First Sentences

“On a typical Thursday afternoon, before the crisis, before the collapse, before hyperinflation, before the bottom dropped out from under the price of oil, before the bolivar was worthless, before your whole monthly salary went to buy a chicken and then just half a chicken and then some chicken parts, before cash disappeared, before everyone left, before the refugees, before doctors and nurses and engineers and managers and workers with skills and time on the job started leaving the country, before the stampede to the exits, before all of that; simply put, before—on a typical Thursday afternoon there would have been three or four operators watching the computer screens in the central control in Caracas that monitored the electrical grid for all of Venezuela.” William Neumann, Things Are Never So Bad They Can’t Get Worse: Inside the Collapse of Venezuela.

“It’s hard to know, ever, where a story begins.” Jennifer Haigh, Mercy Street.

“Seventeen seventy-six was a year of momentous events, not just in retrospect but in the eyes of those who lived through them.” Benjamin M. Friedman, Religion and the Rise of Capitalism.

“In early times, say the Icelandic chronicles, men from the Western Islands came to live in this country, and when they departed, left behind them crosses, bells, and other objects used in the practice of sorcery.” Halldór Laxness, Independent People.

“In Iceland, it’s considered bad luck to start a new job on a Monday.” Eliza Reid, Secrets of the Sprakkar: Iceland’s Extraordinary Women and How They Are Changing the World.

“She hears him long before she sees him.” Eva Björg Ægisdóttir, The Creak on the Stairs.

“Rose was in existential distress that fateful winter when her would-be earthly master, Robert Martin, passed away.” Tiya Miles, All That She Carried: The Journey of Ashley’s Sack, a Black Family Keepsake.

“It is never easy to move to a new country, but in truth I was happy to be away from New York.” Katie Kitamura, Intimacies.

“In 1799, the year of the Rosetta Stone’s discovery, Egypt was a sweltering, impoverished back water.” Edward Dolnick, The Writing of the Gods: The Race to Decode the Rosetta Stone.

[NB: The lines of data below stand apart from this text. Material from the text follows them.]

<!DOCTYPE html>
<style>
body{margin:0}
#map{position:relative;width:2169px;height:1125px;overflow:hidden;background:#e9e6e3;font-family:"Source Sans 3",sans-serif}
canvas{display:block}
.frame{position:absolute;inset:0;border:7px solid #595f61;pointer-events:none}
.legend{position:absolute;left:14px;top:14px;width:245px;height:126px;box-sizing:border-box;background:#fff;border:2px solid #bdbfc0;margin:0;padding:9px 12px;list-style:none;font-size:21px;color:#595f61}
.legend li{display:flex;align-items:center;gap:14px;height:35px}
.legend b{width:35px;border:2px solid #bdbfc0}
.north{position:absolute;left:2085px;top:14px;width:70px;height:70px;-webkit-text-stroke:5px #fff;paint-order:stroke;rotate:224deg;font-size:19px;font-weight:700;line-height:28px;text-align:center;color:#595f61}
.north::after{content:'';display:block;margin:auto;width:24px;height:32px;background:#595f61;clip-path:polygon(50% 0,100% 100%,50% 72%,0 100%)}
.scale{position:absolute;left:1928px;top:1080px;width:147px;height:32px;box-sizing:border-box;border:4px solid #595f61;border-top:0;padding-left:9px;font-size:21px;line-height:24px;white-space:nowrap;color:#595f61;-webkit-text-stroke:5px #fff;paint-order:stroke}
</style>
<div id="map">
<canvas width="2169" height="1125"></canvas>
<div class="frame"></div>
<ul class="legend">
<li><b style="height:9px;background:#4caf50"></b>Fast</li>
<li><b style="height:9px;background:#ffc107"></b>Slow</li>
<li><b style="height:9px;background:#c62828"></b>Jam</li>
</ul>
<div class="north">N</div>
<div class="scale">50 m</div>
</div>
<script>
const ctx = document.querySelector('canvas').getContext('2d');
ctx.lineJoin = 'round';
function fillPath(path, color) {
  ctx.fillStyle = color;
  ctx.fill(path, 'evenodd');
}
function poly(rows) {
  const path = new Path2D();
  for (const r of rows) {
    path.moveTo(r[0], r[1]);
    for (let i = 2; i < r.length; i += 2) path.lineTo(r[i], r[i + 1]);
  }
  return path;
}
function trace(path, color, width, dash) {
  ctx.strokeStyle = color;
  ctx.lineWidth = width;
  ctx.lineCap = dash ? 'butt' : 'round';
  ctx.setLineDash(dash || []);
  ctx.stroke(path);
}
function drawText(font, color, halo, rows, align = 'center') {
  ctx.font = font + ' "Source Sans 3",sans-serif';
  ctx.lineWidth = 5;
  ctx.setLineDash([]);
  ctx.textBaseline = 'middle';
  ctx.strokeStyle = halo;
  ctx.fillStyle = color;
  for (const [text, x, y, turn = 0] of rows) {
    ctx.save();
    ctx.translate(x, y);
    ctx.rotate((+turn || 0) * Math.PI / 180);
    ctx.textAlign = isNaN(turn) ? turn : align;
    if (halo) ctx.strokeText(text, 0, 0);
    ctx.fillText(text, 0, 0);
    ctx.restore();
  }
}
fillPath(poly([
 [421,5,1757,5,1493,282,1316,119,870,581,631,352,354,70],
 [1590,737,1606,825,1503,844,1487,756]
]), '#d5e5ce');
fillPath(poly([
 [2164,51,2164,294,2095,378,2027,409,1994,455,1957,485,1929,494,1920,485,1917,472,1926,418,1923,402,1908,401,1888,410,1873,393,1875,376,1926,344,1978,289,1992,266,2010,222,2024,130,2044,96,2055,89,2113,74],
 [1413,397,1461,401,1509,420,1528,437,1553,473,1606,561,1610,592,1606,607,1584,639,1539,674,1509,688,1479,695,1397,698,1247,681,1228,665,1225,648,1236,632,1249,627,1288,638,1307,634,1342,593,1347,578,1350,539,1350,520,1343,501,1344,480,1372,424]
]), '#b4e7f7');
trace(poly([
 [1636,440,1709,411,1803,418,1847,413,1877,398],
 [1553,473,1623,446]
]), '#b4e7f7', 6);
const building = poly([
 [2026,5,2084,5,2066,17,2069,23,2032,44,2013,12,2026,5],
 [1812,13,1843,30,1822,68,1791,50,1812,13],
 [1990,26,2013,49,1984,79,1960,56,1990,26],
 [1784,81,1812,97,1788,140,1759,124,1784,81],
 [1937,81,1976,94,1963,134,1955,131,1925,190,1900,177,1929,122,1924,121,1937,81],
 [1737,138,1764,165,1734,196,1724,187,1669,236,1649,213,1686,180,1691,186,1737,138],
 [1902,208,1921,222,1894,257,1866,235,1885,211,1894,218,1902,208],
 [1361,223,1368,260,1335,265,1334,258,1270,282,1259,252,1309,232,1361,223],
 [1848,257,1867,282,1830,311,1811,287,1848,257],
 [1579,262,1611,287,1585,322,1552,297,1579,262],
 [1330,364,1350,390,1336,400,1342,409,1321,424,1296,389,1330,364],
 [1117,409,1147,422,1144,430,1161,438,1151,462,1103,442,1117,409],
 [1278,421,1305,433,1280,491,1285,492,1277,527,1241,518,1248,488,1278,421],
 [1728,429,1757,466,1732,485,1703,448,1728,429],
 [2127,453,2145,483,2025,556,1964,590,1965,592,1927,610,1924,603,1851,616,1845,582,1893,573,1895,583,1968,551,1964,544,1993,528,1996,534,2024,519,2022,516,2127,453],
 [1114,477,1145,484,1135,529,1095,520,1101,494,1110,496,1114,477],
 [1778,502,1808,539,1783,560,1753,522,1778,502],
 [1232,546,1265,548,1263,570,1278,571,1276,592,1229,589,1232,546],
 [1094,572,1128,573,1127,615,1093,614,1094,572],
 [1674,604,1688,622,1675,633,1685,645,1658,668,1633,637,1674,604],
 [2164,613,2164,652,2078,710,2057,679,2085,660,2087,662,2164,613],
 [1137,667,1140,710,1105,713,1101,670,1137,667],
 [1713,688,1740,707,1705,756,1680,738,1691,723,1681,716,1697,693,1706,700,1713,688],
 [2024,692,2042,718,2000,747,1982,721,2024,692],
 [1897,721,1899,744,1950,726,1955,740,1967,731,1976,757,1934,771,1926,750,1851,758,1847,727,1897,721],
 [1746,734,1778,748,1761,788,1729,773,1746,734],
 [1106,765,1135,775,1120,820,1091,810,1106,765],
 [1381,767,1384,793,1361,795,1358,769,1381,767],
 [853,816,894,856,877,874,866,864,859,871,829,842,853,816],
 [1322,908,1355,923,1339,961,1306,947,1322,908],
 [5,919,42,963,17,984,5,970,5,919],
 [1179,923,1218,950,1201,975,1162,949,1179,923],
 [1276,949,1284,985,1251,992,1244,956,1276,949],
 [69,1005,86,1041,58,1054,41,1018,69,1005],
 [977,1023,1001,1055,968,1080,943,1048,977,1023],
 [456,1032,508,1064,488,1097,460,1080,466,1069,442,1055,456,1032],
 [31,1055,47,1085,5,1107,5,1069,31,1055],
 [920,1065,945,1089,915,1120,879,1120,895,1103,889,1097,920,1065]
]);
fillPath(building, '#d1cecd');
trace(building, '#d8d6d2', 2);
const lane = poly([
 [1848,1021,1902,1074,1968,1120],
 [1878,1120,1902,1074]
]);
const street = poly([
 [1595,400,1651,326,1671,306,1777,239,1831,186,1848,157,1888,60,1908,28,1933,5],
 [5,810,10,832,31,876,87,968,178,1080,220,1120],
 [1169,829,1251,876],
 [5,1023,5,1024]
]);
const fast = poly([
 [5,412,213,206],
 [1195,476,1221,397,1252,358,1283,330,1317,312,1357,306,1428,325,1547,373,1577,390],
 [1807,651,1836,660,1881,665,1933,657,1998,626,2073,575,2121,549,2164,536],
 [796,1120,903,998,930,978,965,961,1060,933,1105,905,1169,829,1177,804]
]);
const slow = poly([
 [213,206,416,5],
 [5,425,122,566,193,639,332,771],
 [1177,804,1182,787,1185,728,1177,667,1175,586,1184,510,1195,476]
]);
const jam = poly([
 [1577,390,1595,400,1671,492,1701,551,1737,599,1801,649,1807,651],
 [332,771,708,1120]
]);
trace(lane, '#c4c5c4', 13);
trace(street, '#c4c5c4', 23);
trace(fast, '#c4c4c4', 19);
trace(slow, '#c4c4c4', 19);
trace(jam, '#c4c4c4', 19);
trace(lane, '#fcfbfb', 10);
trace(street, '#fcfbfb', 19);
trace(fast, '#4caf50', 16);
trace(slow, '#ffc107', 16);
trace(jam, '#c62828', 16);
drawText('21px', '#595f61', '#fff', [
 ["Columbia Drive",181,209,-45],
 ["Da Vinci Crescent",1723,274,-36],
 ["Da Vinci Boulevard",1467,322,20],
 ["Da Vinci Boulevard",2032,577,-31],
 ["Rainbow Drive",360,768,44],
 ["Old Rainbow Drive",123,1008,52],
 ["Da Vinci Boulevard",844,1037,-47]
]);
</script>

“The red stain was like a scream in the silence.” Ragnar Jónasson, Snowblind. (translated by Quentin Bates.)

“John Kieran created the public Moe Berg.” Nicholas Dawidoff, The Catcher Was a Spy: The Mysterious Life of Moe Berg.

“There was a time, it says in books, that the Icelandic people had only one national treasure: a bell.” Halldór Laxness, Iceland’s Bell.

First Sentences

“The killer came by streetcar.” David Zucchino, Wilmington’s Lie: The Murderous Coup of 1898 and the Rise of White Supremacy.

“From across the aisle Harry Bosch looked into his partner’s cubicle and watched him conduct his daily ritual of straightening the corners on his stacks of files, clearing the paperwork from the center of his desk and finally placed his rinsed-out coffee cup in a desk drawer.” Michael Connelly, Nine Dragons.

“Let’s look beneath the ice-chipped surface of a fish counter at a Whole Foods in New York City.” Benjamin Lorr, The Secret Life of Groceries: The Dark Miracle of the American Supermarket.

“It all started one afternoon early in May when I came out of the House of Commons with Tommy Deloraine.” John Buchan, The Power-House.

“Imagine an archaeologist, thousands of years from now, whose trowel clangs against something solid.” Edward Dolnick, The Writing of the Gods: The Race to Decode the Rosetta Stone.

“He no longer feels cold; instead, a curious heat is spreading through his veins.” Arnaldur Indridason, Strange Shores.

“The Headquarters Building at the Central Intelligence Agency in Langley, Virginia, is a grim maze of identical corridors flanked by blank, color-coded office doors that are always shut tight.” Nicholas Dawidoff, The Catcher Was a Spy: The Mysterious Life of Moe Berg.

“On the first Monday in March 1901, in the early evening when the sound of sleigh bells filled the air, a student unexpectedly knocked at my door.” Lauren Belfer, City of Light.

“These are the fisherman who stand sentry over the cod stocks off the headlands of North America, the fisherman who went to sea but forgot their pencil.” Mark Kurlansky, Cod: A Biography of the Fish that Changed the World (1997).

“The last time I’d eaten at the Watergrill I sat across the table from a client who had coldly and calculatedly murdered his wife and her lover, shooting both of them in the face.” Michael Connelly, The Reversal.

“Years ago, as a medical student in Boston, I watched a senior surgeon operate on a woman.” Siddhartha Mukherjee, The Laws of Medicine: Field Notes From an Uncertain Science.

“I have no intention of explaining how the correspondence which I now offer to the public fell into my hands.” C.S. Lewis, The Screwtape Letters.

“The story of modern cancer research begins, improbably, with the sea urchin.” Sam Apple, Ravenous: Otto Warburg, the Nazis, and the Search for the Cancer-Diet Connection.